Time: 14:30, December 27, 2019 (Friday)

Location: 1710, building B,Feicuihu Campusscience and education building

Speaker:FengChen, senior lecturer, doctoral supervisor

From:Department of statistics, University of New South Wales

Organizer:School of Mathematics

Lecturer introduce:In 2008,Feng Chenreceived a doctorate in statistics from the University of Hong Kong. Since 2008, he has worked in the Department of statistics of the University of New South Wales (UNSW Sydney), Australia. He is currently a senior lecturer and doctoral supervisor. Research fields include statistical theory and method, survival analysis, application probability, application statistics, statistical calculation, etc. more than 30 academic papers have been published in internationally renowned journals in related fields, and three graduate doctoral students have been trained, and another one is in training. Currently, he is a member of the editorial board and deputy editor of Journal of statistical planning and influence. For more information, see the homepage: https://web.matches.unsw.edu.au / ~ FengChen/.

Description:An interesting extension of the widely applied Hawkes self-exiting point process, the renewal Hawkes (RHawkes) process, was recently proposed by Wheatley, Filimonov, and Sornette, which has the potential to significantly widen the application domains of the self-exciting point processes.

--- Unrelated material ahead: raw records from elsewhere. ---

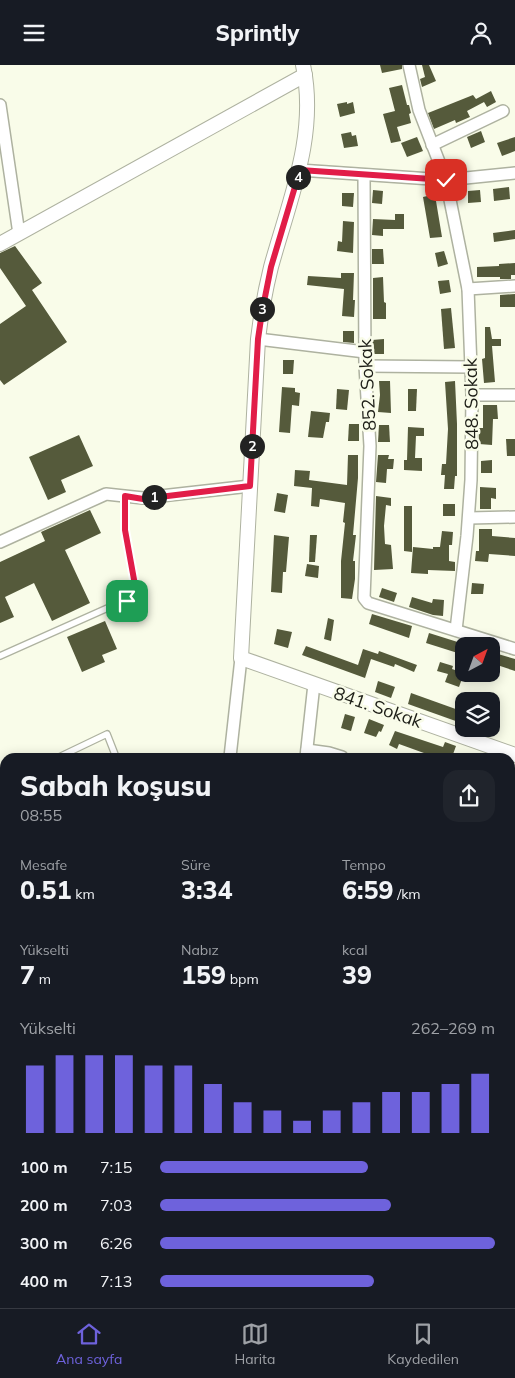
<!DOCTYPE html>
<html lang="tr">
<head>
<meta charset="utf-8">
<style>
  body { margin:0; font-family:Mulish,sans-serif; background:#20242c; color:#f1f3f6; height:100vh; display:flex; flex-direction:column; font-size:19px; white-space:nowrap }
  * { box-sizing:border-box; margin:0 }
  p { font-size:16px; color:#9ea1a6 }
  .icon { flex:none; width:28px; height:28px; fill:none; stroke:currentColor; stroke-width:2; stroke-linecap:round; stroke-linejoin:round }
  .map { position:relative; flex:1; overflow:hidden }
  .side { position:absolute; left:0px; top:688px; width:515px; height:556px; display:flex; flex-direction:column; background:#171b24; border-radius:15px 15px 0 0; box-shadow:0 2px 12px #0003 }
  .side>* { flex:none }
  .needle { width:32px; rotate:41deg }
  .buttons { position:absolute; left:455px; top:572px; display:grid; gap:10px }
  .buttons a { display:grid; place-items:center; width:45px; height:45px; border-radius:10px; background:#171b24; box-shadow:0 2px 12px #0003; font-size:25px }
  .pin { position:absolute; display:grid; place-items:center; width:42px; height:42px; color:#fff; margin:-21px; border-radius:10px; box-shadow:0 2px 8px #0006 }
  .km { position:absolute; width:25px; height:25px; margin:-12px; border-radius:50%; background:#222; color:#fff; font-size:14px; line-height:25px; text-align:center }
  .round { display:grid; place-items:center; flex:none; width:52px; height:52px; border-radius:15px; background:#20242c }
  .overview { display:flex; align-items:center; justify-content:space-between; height:85px; padding:0 20px }
  h1 { font-size:28px; font-weight:800; line-height:38px }
  .stats { display:grid; grid-template-columns:repeat(3,1fr); gap:8px; height:85px; padding:5px 20px }
  .stats div { display:grid; align-content:center }
  .stats b { font-size:25px; font-weight:800 }
  .stats small { font-size:14px; font-weight:400 }
  .stats p { font-size:14px }
  .chart { height:140px; padding:10px 20px }
  .chart p { display:flex; justify-content:space-between }
  .chart svg { width:100%; height:90px; margin-top:5px; stroke:#6e62dc; stroke-width:6 }
  ul { padding:0 20px; list-style:none; font-size:16px }
  li { display:grid; grid-template-columns:80px 60px 1fr; align-items:center; height:38px }
  li i { height:12px; border-radius:6px; background:#6e62dc }
  header { display:flex; justify-content:space-between; align-items:center; height:65px; padding:0 20px; background:#171b24; font-size:22px; font-weight:800 }
  .menu { display:flex; justify-content:space-around; align-items:center; height:70px; border-top:1px solid #363941; background:#171b24; font-size:14px; color:#9ea1a6 }
  .menu a { display:grid; justify-items:center; gap:2px }
  .menu .on { color:#6e62dc }
  .map>svg:first-child { display:block }
  .lines { fill:none; stroke-linecap:round; stroke-linejoin:round }
  .stream { stroke:#a6a7c8; stroke-width:2.5 }
  .building { fill:#555a3b }
  .service-casing { stroke:#aeb2a0; stroke-width:8 }
  .minor-casing { stroke:#aeb2a0; stroke-width:14 }
  .tertiary-casing { stroke:#aeb2a0; stroke-width:16 }
  .secondary-casing { stroke:#aeb2a0; stroke-width:18 }
  .path { stroke:#96998b; stroke-width:2; stroke-dasharray:5 2.5; stroke-linecap:butt }
  .service { stroke:#fff; stroke-width:5.5 }
  .minor { stroke:#fff; stroke-width:11 }
  .tertiary { stroke:#fff; stroke-width:14 }
  .secondary { stroke:#dcdafc; stroke-width:15 }
  .route-casing { stroke:#fff; stroke-width:10 }
  .route { stroke:#e11d48; stroke-width:6 }
  .labels { text-anchor:middle; dominant-baseline:central; stroke-width:5; stroke-linejoin:round; paint-order:stroke }
  .street-label { font-size:18px; fill:#1d1e17; stroke:#f9fce9 }
</style>
</head>
<body>
<header><svg class="icon" aria-label="menu" viewBox="0 0 24 24"><path d="M4 6h16M4 12h16M4 18h16"/></svg>Sprintly<svg class="icon" aria-label="person" viewBox="0 0 24 24"><circle cx="12" cy="8" r="4"/><path d="M4 21q1-7 8-7t8 7"/></svg></header>
<div class="map">
<svg width="515" height="1243" viewBox="0 0 515 1243">
  <rect width="100%" height="100%" fill="#f9fce9"/>
  <g class="lines">
    <path class="stream" d="M510,1185L515,1187"/>
  </g>
  <g class="building">
    <path d="M380,0H402V4L382,8Z"/>
    <path d="M422,0H429L436,16L422,22L420,14L425,12Z"/>
    <path d="M402,20L407,40H409L411,48L409,49L411,58L397,62L401,76L391,78L383,49L395,46L389,23Z"/>
    <path d="M491,26L496,37L487,42L484,37L467,46L470,52L456,58L455,55L434,64L428,48L473,30L476,34Z"/>
    <path d="M347,37V39L353,37L355,48L340,52L337,39Z"/>
    <path d="M481,66L485,77L471,83L467,72Z"/>
    <path d="M351,67L352,71L356,70L358,81L344,83L341,69Z"/>
    <path d="M417,72L423,86L407,92L401,78Z"/>
    <path d="M515,72V86L502,91L497,78Z"/>
    <path d="M509,122L510,134L494,136L493,124Z"/>
    <path d="M373,125L383,126L382,139L372,138Z"/>
    <path d="M480,125L481,137L468,138V126Z"/>
    <path d="M342,128H354L353,142L342,141Z"/>
    <path d="M440,128L441,135L436,136L442,172L430,173L423,132Z"/>
    <path d="M395,149H404V164H383V171L372,170L373,154L395,155Z"/>
    <path d="M343,156L354,157L353,188L337,186L338,176L342,177Z"/>
    <path d="M515,165V174L494,177L493,168Z"/>
    <path d="M15,181L42,218L32,225L67,277L4,320L0,315V259L26,241L0,203V188Z"/>
    <path d="M372,184H383L384,199H372Z"/>
    <path d="M444,186L448,199L438,202L435,188Z"/>
    <path d="M515,198V210H511V214H500V212H477V202L499,201V199Z"/>
    <path d="M341,208H354L353,235H355L354,252L342,251L344,224L307,220L308,211L341,213Z"/>
    <path d="M383,212L384,237L386,238V254H373V213Z"/>
    <path d="M449,215L451,227L440,229L438,216Z"/>
    <path d="M515,229V242H500V230Z"/>
    <path d="M451,243L455,283L444,284L441,244Z"/>
    <path d="M485,262H490L492,274H501V281H492L495,317L484,318L482,294L485,293Z"/>
    <path d="M343,266H354V278L343,277Z"/>
    <path d="M384,274V289H373L372,275Z"/>
    <path d="M283,295H294L293,309H283Z"/>
    <path d="M379,316H390L391,348L378,347L380,330Z"/>
    <path d="M455,316L457,359V411H455L454,424H444L445,410H441L442,399H446L448,364L445,317Z"/>
    <path d="M282,322L295,323V327L300,328L299,341L292,340L290,368L279,367Z"/>
    <path d="M337,324L349,325L347,345L336,344Z"/>
    <path d="M408,324H417L416,346H408Z"/>
    <path d="M483,340H497L498,354H493L492,380L479,379V363H483Z"/>
    <path d="M311,346L330,348L329,357H326L323,373L308,372Z"/>
    <path d="M349,359H359V376H348Z"/>
    <path d="M379,360H389L390,377H378Z"/>
    <path d="M408,362L424,363V371H416L415,393H422V406L404,405V395H407Z"/>
    <path d="M79,370L93,401L61,415L66,427L48,435L29,392Z"/>
    <path d="M506,374H515V391H507Z"/>
    <path d="M348,390H358V413L353,470H356L353,496H355V514L352,534L341,533V496L345,458L343,457L345,438L320,434L319,442L311,441L312,423L294,421L295,405L310,406L309,415L347,420Z"/>
    <path d="M378,390H389L388,394H394L393,404H387L386,418L376,417Z"/>
    <path d="M492,395V408H481V396Z"/>
    <path d="M480,422L496,423V434L491,433V444H480Z"/>
    <path d="M277,428L288,430L285,448L274,446Z"/>
    <path d="M376,431L391,433V441L386,440L384,461L385,479L391,480L393,504L374,505Z"/>
    <rect x="443" y="439" width="12" height="12"/>
    <path d="M404,441H412V487L404,486Z"/>
    <path d="M90,445L101,468L65,485L90,538L52,556L34,518L5,532L14,552L0,558V497L45,476L41,467Z"/>
    <path d="M479,464H492V471L515,473V491L489,489L488,497L475,496L476,486H479Z"/>
    <path d="M442,466L453,467L452,480H449V496L455,497V506L428,505V509L411,508L413,482L433,484V482H440Z"/>
    <path d="M274,470L289,472L286,507H283L282,528L271,527Z"/>
    <path d="M310,470H317L315,497H309Z"/>
    <path d="M307,499L319,501L318,513L305,511Z"/>
    <path d="M472,518L484,519L483,529H471Z"/>
    <path d="M382,523L397,528L394,537L379,532Z"/>
    <path d="M412,532L432,538L433,534L444,535L443,551L433,550L409,542Z"/>
    <path d="M372,549L412,561L409,573L369,559Z"/>
    <path d="M328,553L334,555L331,576L324,574Z"/>
    <path d="M105,556L117,584L102,590L105,597L82,607L67,572Z"/>
    <path d="M277,564L292,567L288,583L274,579Z"/>
    <path d="M429,568L464,579V590L426,578Z"/>
    <path d="M306,581L358,600L363,584L378,589L379,586L417,600L414,607L395,599L394,602L371,594L365,613L302,590Z"/>
    <path d="M491,587L515,594V606L491,598Z"/>
    <path d="M440,597L453,601L452,604L464,608L459,622L445,617L448,609L437,606Z"/>
    <path d="M378,616L395,622L391,633L375,627Z"/>
    <path d="M411,628L464,647V659L408,639Z"/>
    <path d="M345,649L355,652L351,666L341,663Z"/>
    <path d="M369,654L384,660L381,667L379,666L376,672L364,668Z"/>
    <path d="M395,666L443,682L445,677L456,681L452,692H435L399,679L397,684L389,680Z"/>
  </g>
  <g class="lines">
    <g class="service-casing">
      <g id="service">
        <path d="M0,591L130,533L134,527L135,520L125,465V431"/>
        <path d="M59,692L107,669L116,692"/>
        <path d="M0,722L5,719"/>
        <path d="M483,1243L484,1239"/>
      </g>
    </g>
    <g class="minor-casing">
      <g id="minor">
        <path d="M409,0L419,45L446,115L468,224L472,330L471,415L467,471L456,565"/>
        <path d="M0,40L19,169"/>
        <path d="M432,80L503,46"/>
        <path d="M299,105L446,115L515,108"/>
        <path d="M364,110L365,301L370,381L364,533L368,538L515,584"/>
        <path d="M468,224L515,221"/>
        <path d="M258,274L365,287"/>
        <path d="M365,301L470,302"/>
        <path d="M472,330H515"/>
        <path d="M469,453L515,452"/>
        <path d="M0,477L106,429L143,433L250,421"/>
        <path d="M307,685L329,688L342,692"/>
        <path d="M230,692L241,593"/>
        <path d="M306,692L314,619"/>
        <path d="M510,758L515,760"/>
        <path d="M510,826H515"/>
        <path d="M0,877L5,875"/>
        <path d="M0,929L5,926"/>
        <path d="M0,972L5,974"/>
        <path d="M3,992L5,1006"/>
        <path d="M510,1055L515,1056"/>
        <path d="M0,1078L5,1077"/>
        <path d="M0,1125L5,1124"/>
        <path d="M0,1173L5,1172"/>
        <path d="M0,1230L5,1229"/>
        <path d="M145,1239L146,1243"/>
      </g>
    </g>
    <g class="tertiary-casing">
      <g id="tertiary">
        <path d="M303,0C318,70 289,136 271,202C265,226 261,249 258,274L241,593L515,690"/>
        <path d="M0,179L305,10"/>
      </g>
    </g>
    <g class="secondary-casing">
      <g id="secondary">
        <path d="M0,789L5,801"/>
        <path d="M0,837L5,849"/>
        <path d="M163,1239L164,1243"/>
        <path d="M183,1239L184,1243"/>
      </g>
    </g>
    <path class="path" d="M329,1243L330,1239"/>
    <use href="#service" class="service"/>
    <use href="#minor" class="minor"/>
    <use href="#tertiary" class="tertiary"/>
    <use href="#secondary" class="secondary"/>
  </g>
  <g class="lines">
    <g class="route-casing">
      <path id="route" d="M127,536L133,530L135,520L125,465V431L143,434L250,421L258,274L262,247L271,202L300,105L446,115"/>
    </g>
    <use href="#route" class="route"/>
  </g>
  <g class="labels">
    <g class="street-label">
      <text transform="translate(367 320) rotate(-93)">852. Sokak</text>
      <text transform="translate(471 339) rotate(-91)">848. Sokak</text>
      <text transform="translate(378 642) rotate(19)">841. Sokak</text>
    </g>
  </g>
</svg>
<div class="buttons">
<a><svg class="needle" viewBox="-14 -14 28 28"><path d="M0-13l5 13h-10z" fill="#e53935"/><path d="M0 13l5-13h-10z" fill="#9ea1a6"/></svg></a>
<a><svg class="icon" aria-label="layers" viewBox="0 0 24 24"><path d="M12 4l9 5-9 5-9-5zM3 14l9 5 9-5"/></svg></a>
</div>
<div class="pin" style="left:127px;top:536px;background:#1e9e55"><svg class="icon" aria-label="arrive" viewBox="0 0 24 24"><path d="M6 21V4h12l-3 4 3 4H6"/></svg></div>
<div class="pin" style="left:446px;top:115px;background:#d93025"><svg class="icon" aria-label="check" viewBox="0 0 24 24"><path d="M5 12l5 5 9-10"/></svg></div>
<b class="km" style="left:154px;top:432px">1</b>
<b class="km" style="left:252px;top:381px">2</b>
<b class="km" style="left:262px;top:244px">3</b>
<b class="km" style="left:298px;top:112px">4</b>
<section class="side">
<div class="overview"><div><h1>Sabah koşusu</h1><p>08:55</p></div><a class="round"><svg class="icon" aria-label="share" viewBox="0 0 24 24"><path d="M12 15V3M7 8l5-5 5 5M5 13v7h14v-7"/></svg></a></div>
<div class="stats">
<div><p>Mesafe</p><b>0.51<small> km</small></b></div>
<div><p>Süre</p><b>3:34</b></div>
<div><p>Tempo</p><b>6:59<small> /km</small></b></div>
</div>
<div class="stats">
<div><p>Yükselti</p><b>7<small> m</small></b></div>
<div><p>Nabız</p><b>159<small> bpm</small></b></div>
<div><p>kcal</p><b>39</b></div>
</div>
<div class="chart"><p><span>Yükselti</span>262–269 m</p>
<svg viewBox="0 0 160 44" preserveAspectRatio="none"><path d="M5 44V11M15 44V6M25 44V6M35 44V6M45 44V11M55 44V11M65 44V20M75 44V29M85 44V33M95 44V38M105 44V33M115 44V29M125 44V24M135 44V24M145 44V20M155 44V15"/></svg>
</div>
<ul>
<li><b>100 m</b>7:15<i style="width:62%"></i></li>
<li><b>200 m</b>7:03<i style="width:69%"></i></li>
<li><b>300 m</b>6:26<i style="width:100%"></i></li>
<li><b>400 m</b>7:13<i style="width:64%"></i></li>
</ul>
</section>
</div>
<nav class="menu">
<a class="on"><svg class="icon" aria-label="home" viewBox="0 0 24 24"><path d="M3 11l9-7 9 7M6 9v11h12V9"/></svg>Ana sayfa</a>
<a><svg class="icon" aria-label="map" viewBox="0 0 24 24"><path d="M3 6l6-2 6 2 6-2v14l-6 2-6-2-6 2zM9 4v14M15 6v14"/></svg>Harita</a>
<a><svg class="icon" aria-label="saved" viewBox="0 0 24 24"><path d="M7 4h10v16l-5-4-5 4z"/></svg>Kaydedilen</a>
</nav>
</body>
</html>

However, they claimed that computation of the likelihood of the RHawkes process requires exponential time and therefore is practically impossible. They proposed two expectation–maximization (EM) type algorithms to compute the maximum likelihood estimator (MLE) of the model parameters. Because of the fundamental role of likelihood in statistical inference, a practically feasible method for likelihood evaluation is highly desirable. In this article, we provide an algorithm that evaluates the likelihood of the RHawkes process in quadratic time, a drastic improvement from the exponential time claimed by Wheatley, Filimonov, and Sornette. We demonstrate the superior performance of the resulting MLEs of the model relative to the EM estimators through simulations. We also present a computationally efficient procedure to calculate the Rosenblatt residuals of the process for goodness-of-fit assessment, and a simple yet efficient procedure for future event prediction. The proposed methodologies were applied on real data from seismology and finance.